En relación a la Pasión y Muerte de Jesucristo, además, no deja de resultar llamativo que el Señor quisiera dejarnos, como sagrada reliquia, la Sábana Santa de Turín. Yo tengo el pleno convencimiento de que la misteriosa imagen impresa en esa Sábana es la imagen real de Nuestro Señor Jesucristo; tal como le vieron sus contemporáneos, hace dos mil años, tal como el Señor es. Esa imagen, que ha sido profundamente estudiada, entre otros científicos, por médicos (no necesariamente católicos todos ellos), nos ha dejado un testimonio importantísimo de los inmensos sufrimientos que padeció Jesús durante su Pasión. A la luz de tales estudios, uno de los más grandes conocedores de la Síndone de Turín, el padre Jorge Loring, de feliz memoria, afirmó que Jesucristo murió de dolor.

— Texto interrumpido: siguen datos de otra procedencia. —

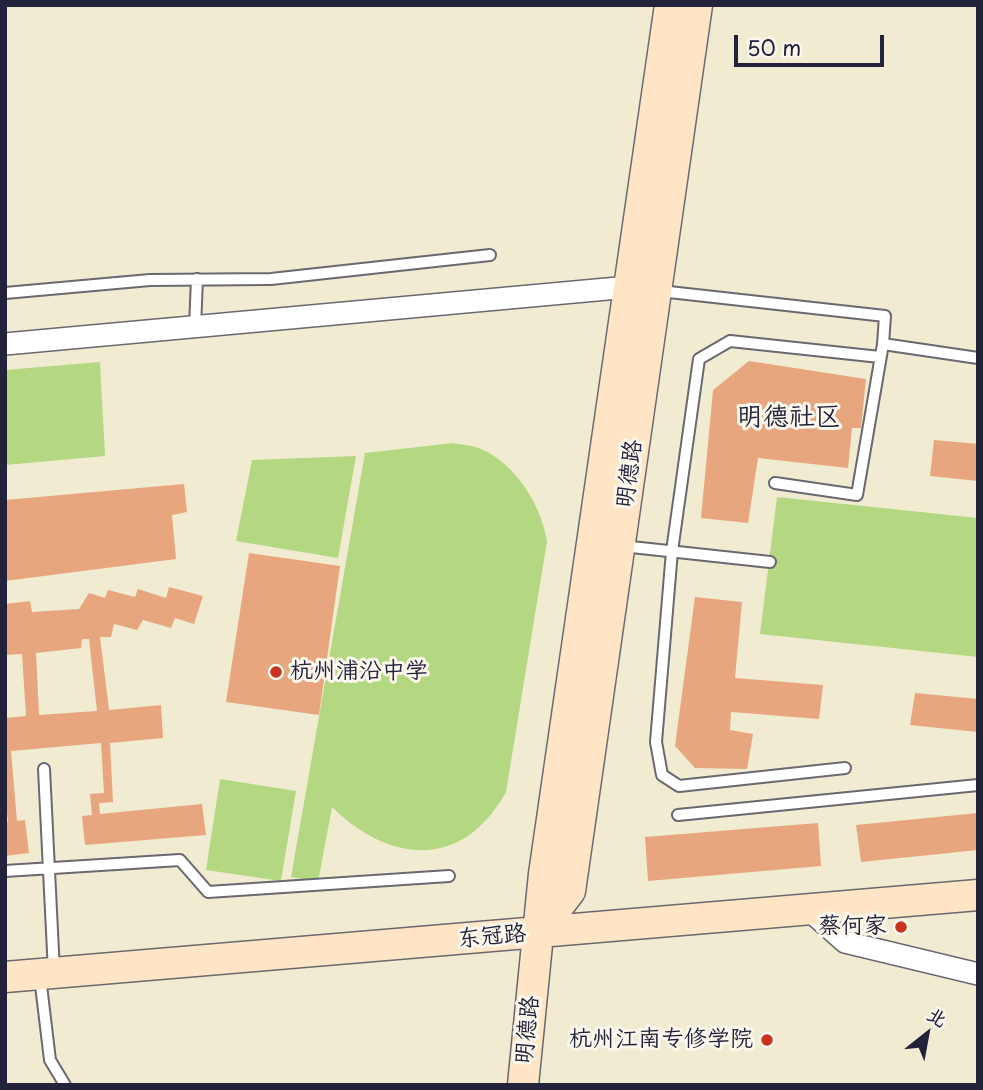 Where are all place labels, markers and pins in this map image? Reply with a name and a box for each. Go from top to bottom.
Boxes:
place label: 杭州浦沿中学 [290,658,428,686]
marker: 杭州浦沿中学 [268,664,284,680]
place label: 蔡何家 [818,913,887,941]
marker: 蔡何家 [893,919,909,935]
place label: 杭州江南专修学院 [569,1026,753,1054]
marker: 杭州江南专修学院 [759,1032,775,1048] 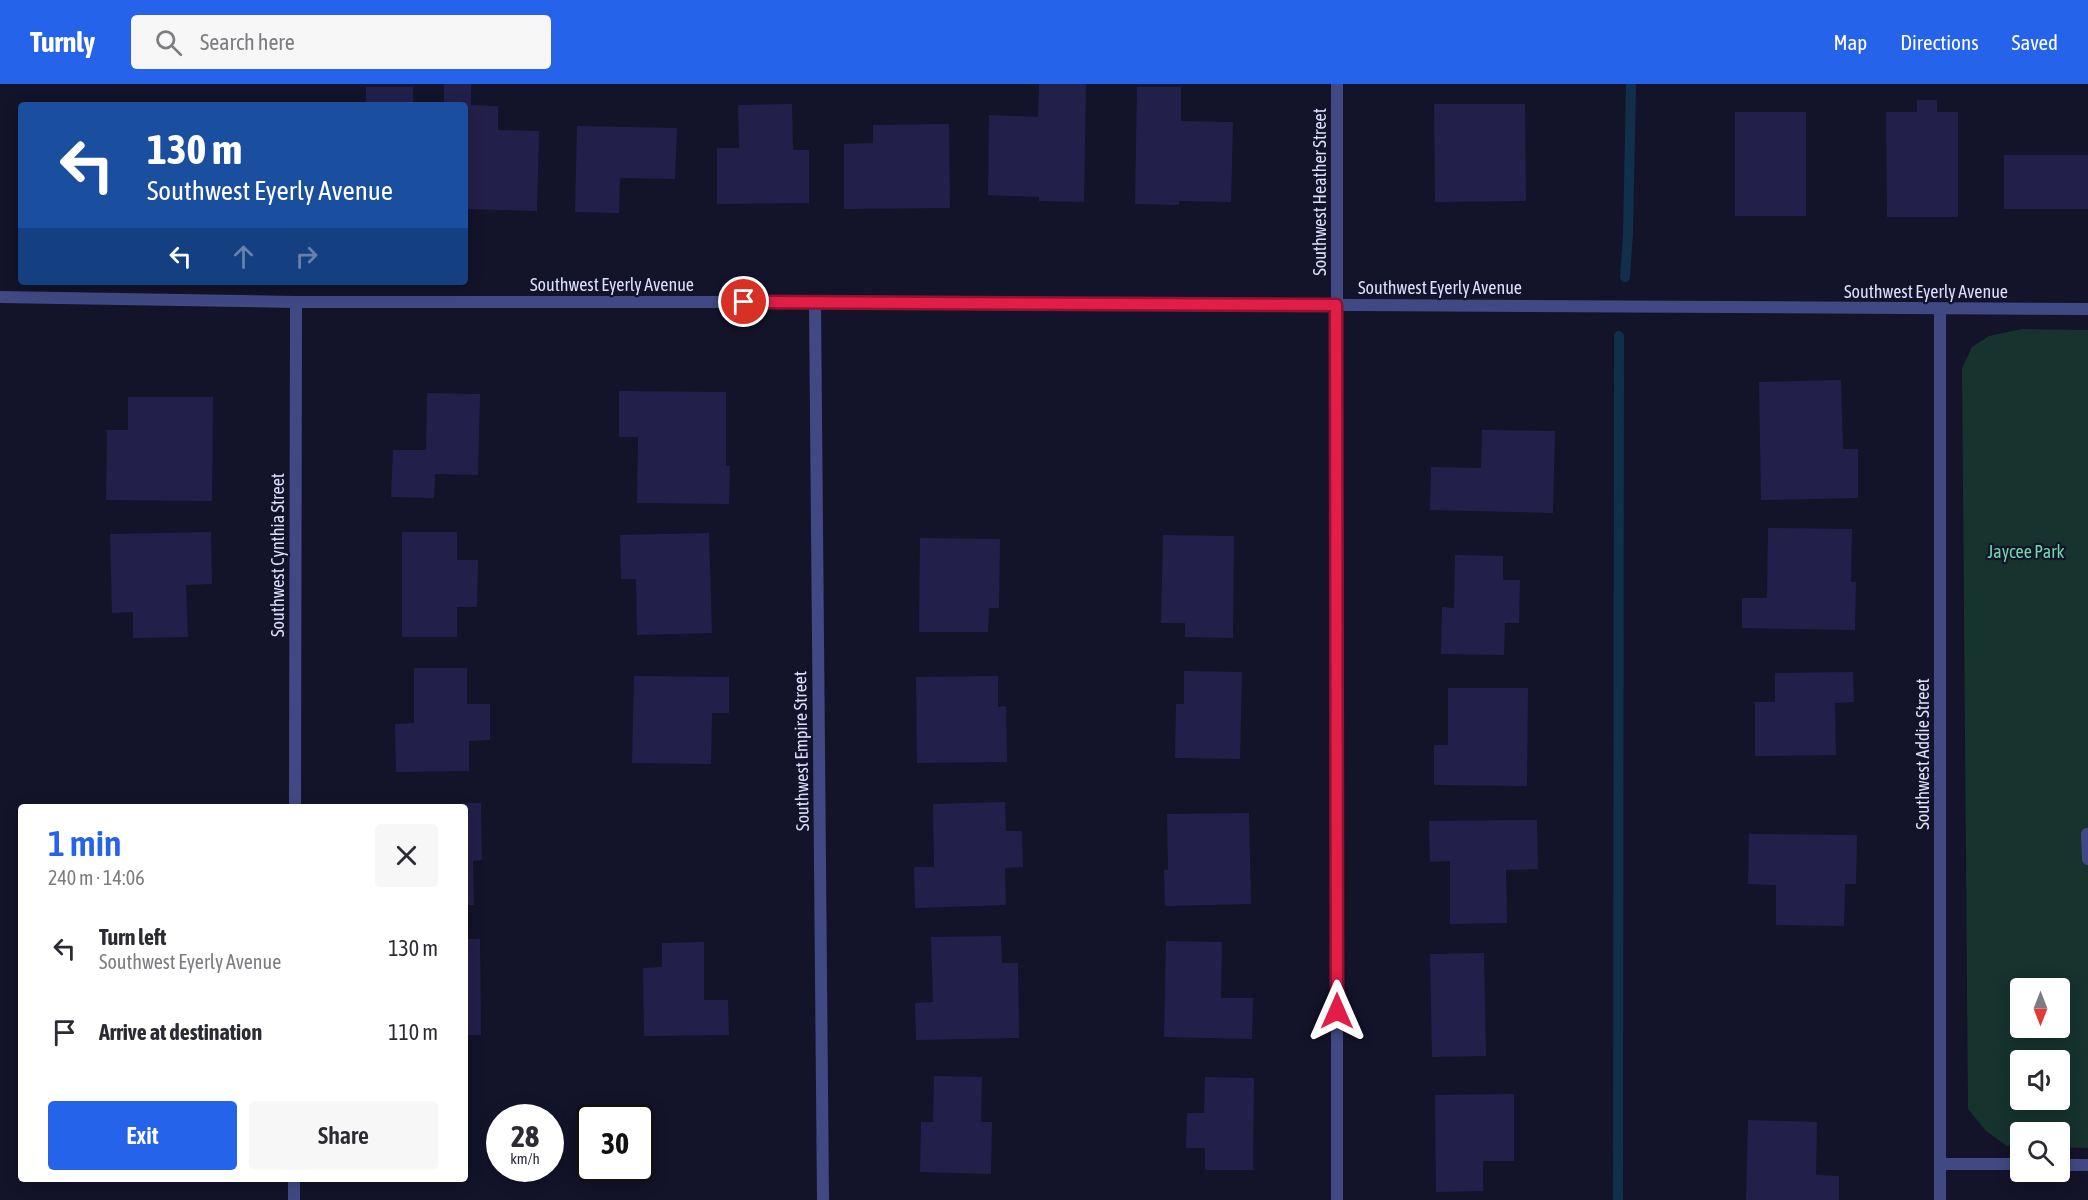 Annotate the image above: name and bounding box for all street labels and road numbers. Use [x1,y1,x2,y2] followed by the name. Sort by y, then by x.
[1309,108,1330,276] street label: Southwest Heather Street
[530,274,694,295] street label: Southwest Eyerly Avenue
[1358,277,1522,298] street label: Southwest Eyerly Avenue
[1844,281,2008,302] street label: Southwest Eyerly Avenue
[267,473,288,637] street label: Southwest Cynthia Street
[789,671,813,831] street label: Southwest Empire Street
[1912,678,1933,830] street label: Southwest Addie Street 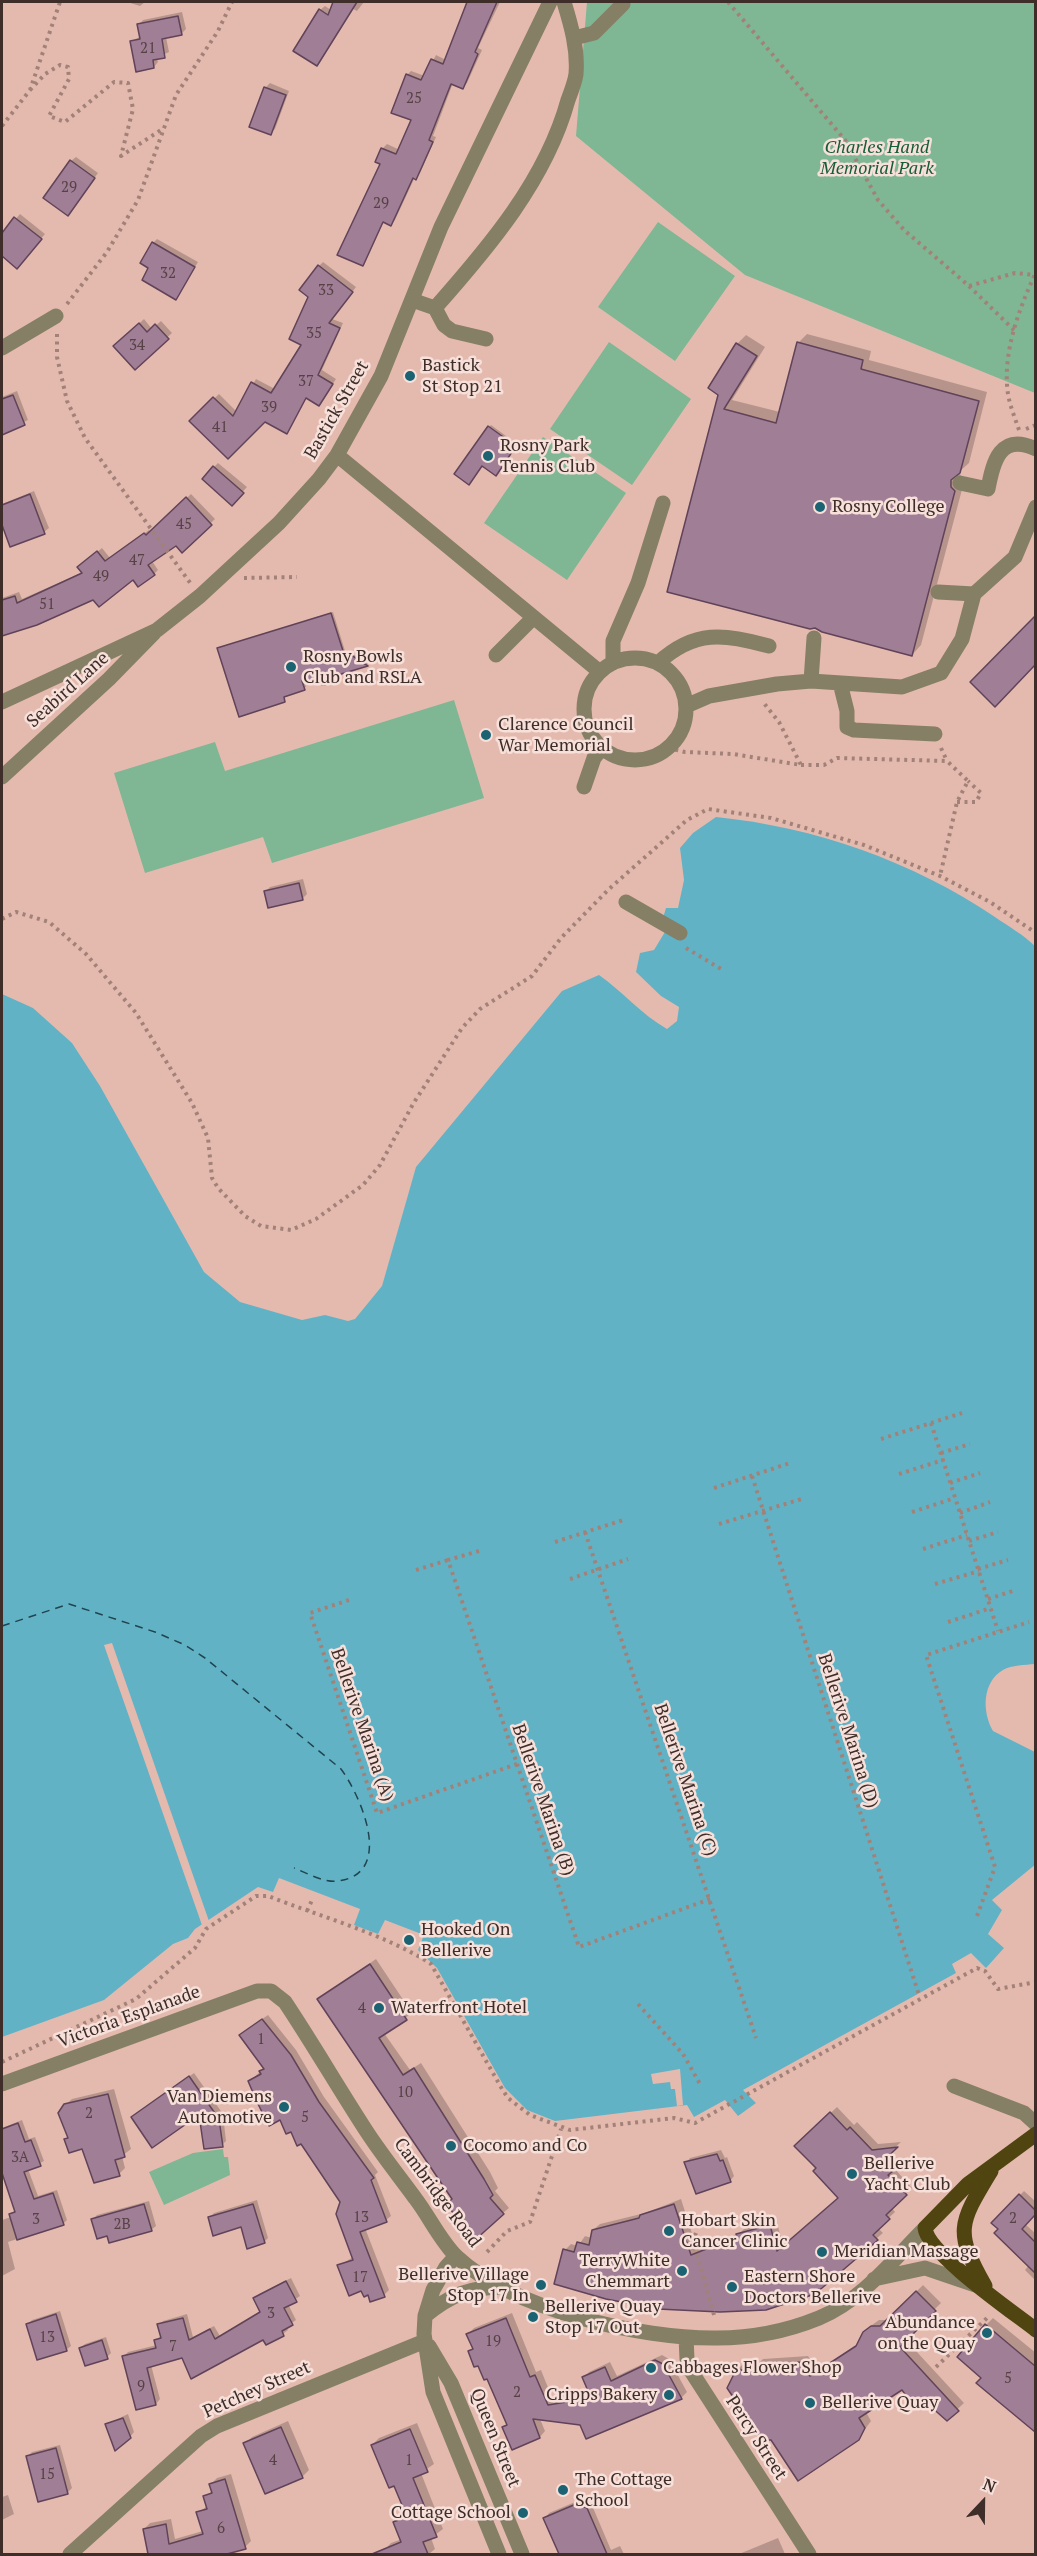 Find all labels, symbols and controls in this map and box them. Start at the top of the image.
house number: 21 [140,40,156,58]
house number: 25 [406,90,422,108]
park label: Charles Hand Memorial Park [820,137,934,180]
house number: 29 [61,179,77,197]
house number: 29 [373,195,389,213]
house number: 32 [160,265,176,283]
house number: 33 [318,282,334,300]
house number: 35 [306,325,322,343]
house number: 34 [129,337,145,355]
place label: Bastick St Stop 21 [422,355,503,398]
street label: Bastick Street [300,357,374,463]
marker: Bastick St Stop 21 [403,369,417,383]
house number: 37 [298,373,314,391]
house number: 39 [261,399,277,417]
house number: 41 [212,419,228,437]
place label: Rosny Park Tennis Club [500,435,595,478]
marker: Rosny Park Tennis Club [481,449,495,463]
place label: Rosny College [832,496,945,518]
marker: Rosny College [813,500,827,514]
house number: 45 [176,516,192,534]
house number: 47 [129,552,145,570]
house number: 49 [93,568,109,586]
house number: 51 [39,596,55,614]
place label: Rosny Bowls Club and RSLA [303,646,422,688]
street label: Seabird Lane [22,648,114,732]
marker: Rosny Bowls Club and RSLA [284,660,298,674]
place label: Clarence Council War Memorial [498,714,634,756]
marker: Clarence Council War Memorial [479,728,493,742]
street label: Bellerive Marina (A) [326,1646,398,1804]
street label: Bellerive Marina (D) [813,1651,883,1811]
street label: Bellerive Marina (C) [649,1701,721,1859]
street label: Bellerive Marina (B) [507,1721,579,1879]
place label: Hooked On Bellerive [421,1919,511,1962]
marker: Hooked On Bellerive [402,1933,416,1947]
street label: Victoria Esplanade [55,1981,203,2053]
place label: Waterfront Hotel [391,1997,527,2019]
house number: 4 [358,2000,366,2018]
marker: Waterfront Hotel [372,2001,386,2015]
house number: 1 [257,2031,265,2049]
house number: 10 [397,2084,413,2102]
place label: Van Diemens Automotive [167,2086,272,2128]
marker: Van Diemens Automotive [277,2100,291,2114]
house number: 2 [85,2105,93,2123]
house number: 5 [301,2109,309,2127]
street label: Cambridge Road [389,2134,485,2252]
place label: Cocomo and Co [463,2135,587,2157]
marker: Cocomo and Co [444,2139,458,2153]
house number: 3A [11,2149,29,2167]
place label: Bellerive Yacht Club [864,2153,950,2196]
marker: Bellerive Yacht Club [845,2167,859,2181]
house number: 13 [353,2209,369,2227]
place label: Hobart Skin Cancer Clinic [681,2210,788,2252]
house number: 2 [1009,2210,1017,2228]
house number: 3 [32,2211,40,2229]
house number: 2B [113,2216,131,2234]
marker: Hobart Skin Cancer Clinic [662,2224,676,2238]
place label: Meridian Massage [834,2241,978,2263]
marker: Meridian Massage [815,2245,829,2259]
place label: TerryWhite Chemmart [579,2250,670,2292]
place label: Bellerive Village Stop 17 In [398,2264,529,2306]
marker: TerryWhite Chemmart [675,2264,689,2278]
place label: Eastern Shore Doctors Bellerive [744,2266,881,2308]
house number: 17 [352,2269,368,2287]
marker: Bellerive Village Stop 17 In [534,2278,548,2292]
marker: Eastern Shore Doctors Bellerive [725,2280,739,2294]
place label: Bellerive Quay Stop 17 Out [545,2296,661,2338]
house number: 3 [267,2305,275,2323]
marker: Bellerive Quay Stop 17 Out [526,2310,540,2324]
place label: Abundance on the Quay [877,2312,975,2354]
marker: Abundance on the Quay [980,2326,994,2340]
house number: 13 [39,2329,55,2347]
house number: 19 [485,2333,501,2351]
house number: 7 [169,2338,177,2356]
street label: Petchey Street [200,2357,314,2423]
place label: Cabbages Flower Shop [663,2357,842,2379]
marker: Cabbages Flower Shop [644,2361,658,2375]
house number: 5 [1004,2370,1012,2388]
house number: 9 [137,2378,145,2396]
house number: 2 [513,2384,521,2402]
place label: Cripps Bakery [546,2384,657,2406]
street label: Queen Street [465,2385,525,2491]
marker: Cripps Bakery [662,2388,676,2402]
street label: Percy Street [721,2392,791,2484]
place label: Bellerive Quay [822,2392,938,2414]
marker: Bellerive Quay [803,2396,817,2410]
house number: 4 [269,2452,277,2470]
house number: 1 [405,2452,413,2470]
house number: 15 [39,2466,55,2484]
place label: The Cottage School [575,2469,672,2512]
north arrow [953,2472,1013,2532]
text: N [980,2473,999,2498]
marker: The Cottage School [556,2483,570,2497]
place label: Cottage School [391,2502,511,2524]
marker: Cottage School [516,2506,530,2520]
house number: 6 [217,2520,225,2538]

Así de terrible fue aquello, sí. Desde luego, para quienes amamos al Señor, es muy duro conocer con detalle de qué modo tan espantoso sufrió el Señor; pero Él lo quiso así, “para manifestarnos su amor y mostrarnos la malicia del pecado”, como recordábamos en el post anterior. Y, como es lógico, Él desea que sepamos cómo sufrió, que sepamos lo que hizo por nosotros; a Jesucristo le agrada mucho que los cristianos contemplen y mediten su sagrada y amarga Pasión y Muerte, pues cada uno de nosotros puede decir, con San Pablo: “Me amó y se entregó por mí” (Gal 2, 20) Y ojo, que San Pablo, previo a su conversión, había sido un perseguidor de cristianos… Pero Jesucristo derramó su Sangre para la salvación de todos, sin excluir a nadie; de forma que todo el que crea en Él y se convierta, sinceramente, de sus pecados, pueda recibir, en premio, una Eternidad junto a Dios. Tal es el deseo de Cristo: “Que donde estoy Yo, estéis también vosotros” (Jn 14, 3).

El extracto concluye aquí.